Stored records
+===+
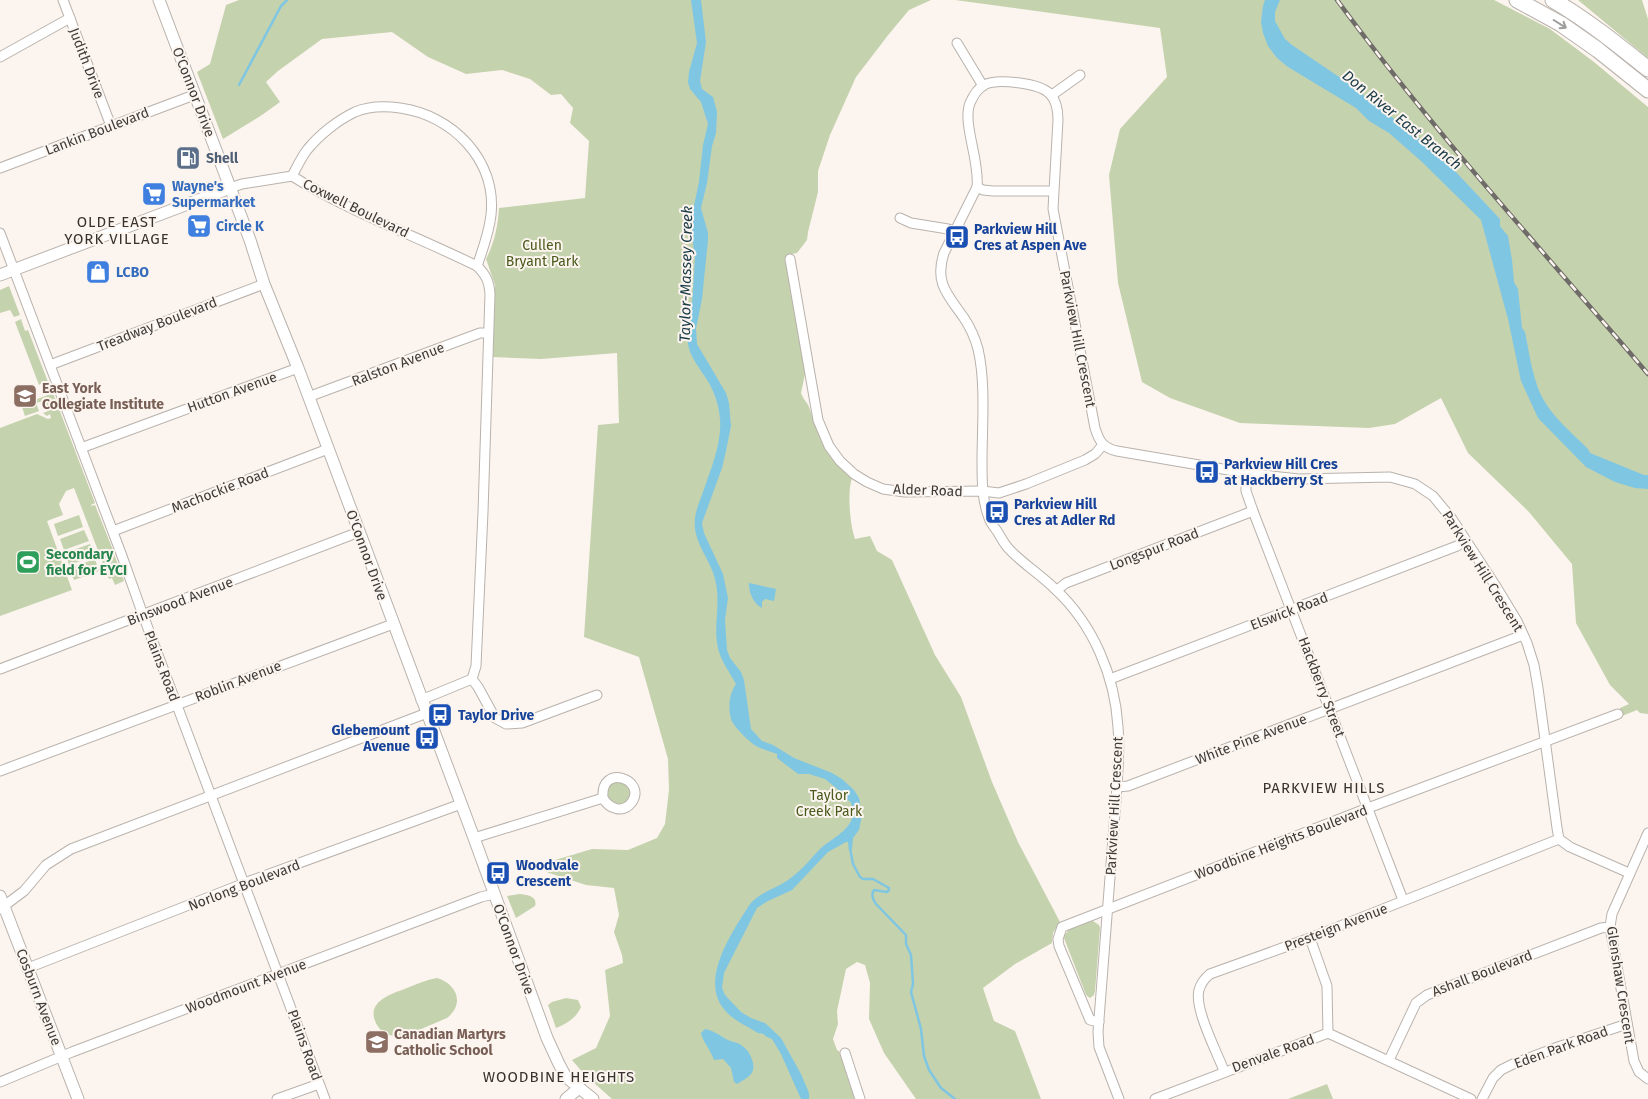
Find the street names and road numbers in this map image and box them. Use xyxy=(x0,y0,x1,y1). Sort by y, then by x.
street label: Judith Drive xyxy=(65,25,108,101)
street label: O'Connor Drive xyxy=(169,45,218,140)
street label: Lankin Boulevard xyxy=(43,104,151,159)
street label: Coxwell Boulevard xyxy=(300,175,412,242)
street label: Parkview Hill Crescent xyxy=(1056,269,1099,410)
street label: Treadway Boulevard xyxy=(95,294,220,355)
street label: Ralston Avenue xyxy=(349,339,447,390)
street label: Hutton Avenue xyxy=(185,368,279,417)
street label: Machockie Road xyxy=(169,464,271,517)
street label: Alder Road xyxy=(893,481,963,500)
street label: O'Connor Drive xyxy=(342,508,391,603)
street label: Parkview Hill Crescent xyxy=(1438,508,1527,636)
street label: Longspur Road xyxy=(1107,525,1201,574)
street label: Binswood Avenue xyxy=(125,573,236,629)
street label: Elswick Road xyxy=(1248,589,1330,634)
street label: Plains Road xyxy=(140,628,183,704)
street label: Hackberry Street xyxy=(1295,634,1349,741)
street label: Roblin Avenue xyxy=(193,657,284,706)
street label: White Pine Avenue xyxy=(1193,710,1309,769)
street label: Parkview Hill Crescent xyxy=(1102,735,1127,876)
street label: Woodbine Heights Boulevard xyxy=(1192,802,1370,883)
street label: Norlong Boulevard xyxy=(186,856,303,915)
street label: Presteign Avenue xyxy=(1282,900,1390,955)
street label: O'Connor Drive xyxy=(489,902,538,997)
street label: Glenshaw Crescent xyxy=(1603,925,1638,1046)
street label: Cosburn Avenue xyxy=(12,946,65,1048)
street label: Ashall Boulevard xyxy=(1430,946,1535,1000)
street label: Woodmount Avenue xyxy=(183,956,309,1017)
street label: Plains Road xyxy=(284,1007,325,1083)
street label: Eden Park Road xyxy=(1512,1023,1610,1072)
street label: Denvale Road xyxy=(1230,1031,1317,1076)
+===+
If an entry holds a picture, leave the picture out and repeat the rest exactly.

**TASK ANSWER**.
Find the street names and road numbers in this map image and box them. Use xyxy=(x0,y0,x1,y1). Sort by y, then by x.
street label: Judith Drive xyxy=(65,25,108,101)
street label: O'Connor Drive xyxy=(169,45,218,140)
street label: Lankin Boulevard xyxy=(43,104,151,159)
street label: Coxwell Boulevard xyxy=(300,175,412,242)
street label: Parkview Hill Crescent xyxy=(1056,269,1099,410)
street label: Treadway Boulevard xyxy=(95,294,220,355)
street label: Ralston Avenue xyxy=(349,339,447,390)
street label: Hutton Avenue xyxy=(185,368,279,417)
street label: Machockie Road xyxy=(169,464,271,517)
street label: Alder Road xyxy=(893,481,963,500)
street label: O'Connor Drive xyxy=(342,508,391,603)
street label: Parkview Hill Crescent xyxy=(1438,508,1527,636)
street label: Longspur Road xyxy=(1107,525,1201,574)
street label: Binswood Avenue xyxy=(125,573,236,629)
street label: Elswick Road xyxy=(1248,589,1330,634)
street label: Plains Road xyxy=(140,628,183,704)
street label: Hackberry Street xyxy=(1295,634,1349,741)
street label: Roblin Avenue xyxy=(193,657,284,706)
street label: White Pine Avenue xyxy=(1193,710,1309,769)
street label: Parkview Hill Crescent xyxy=(1102,735,1127,876)
street label: Woodbine Heights Boulevard xyxy=(1192,802,1370,883)
street label: Norlong Boulevard xyxy=(186,856,303,915)
street label: Presteign Avenue xyxy=(1282,900,1390,955)
street label: O'Connor Drive xyxy=(489,902,538,997)
street label: Glenshaw Crescent xyxy=(1603,925,1638,1046)
street label: Cosburn Avenue xyxy=(12,946,65,1048)
street label: Ashall Boulevard xyxy=(1430,946,1535,1000)
street label: Woodmount Avenue xyxy=(183,956,309,1017)
street label: Plains Road xyxy=(284,1007,325,1083)
street label: Eden Park Road xyxy=(1512,1023,1610,1072)
street label: Denvale Road xyxy=(1230,1031,1317,1076)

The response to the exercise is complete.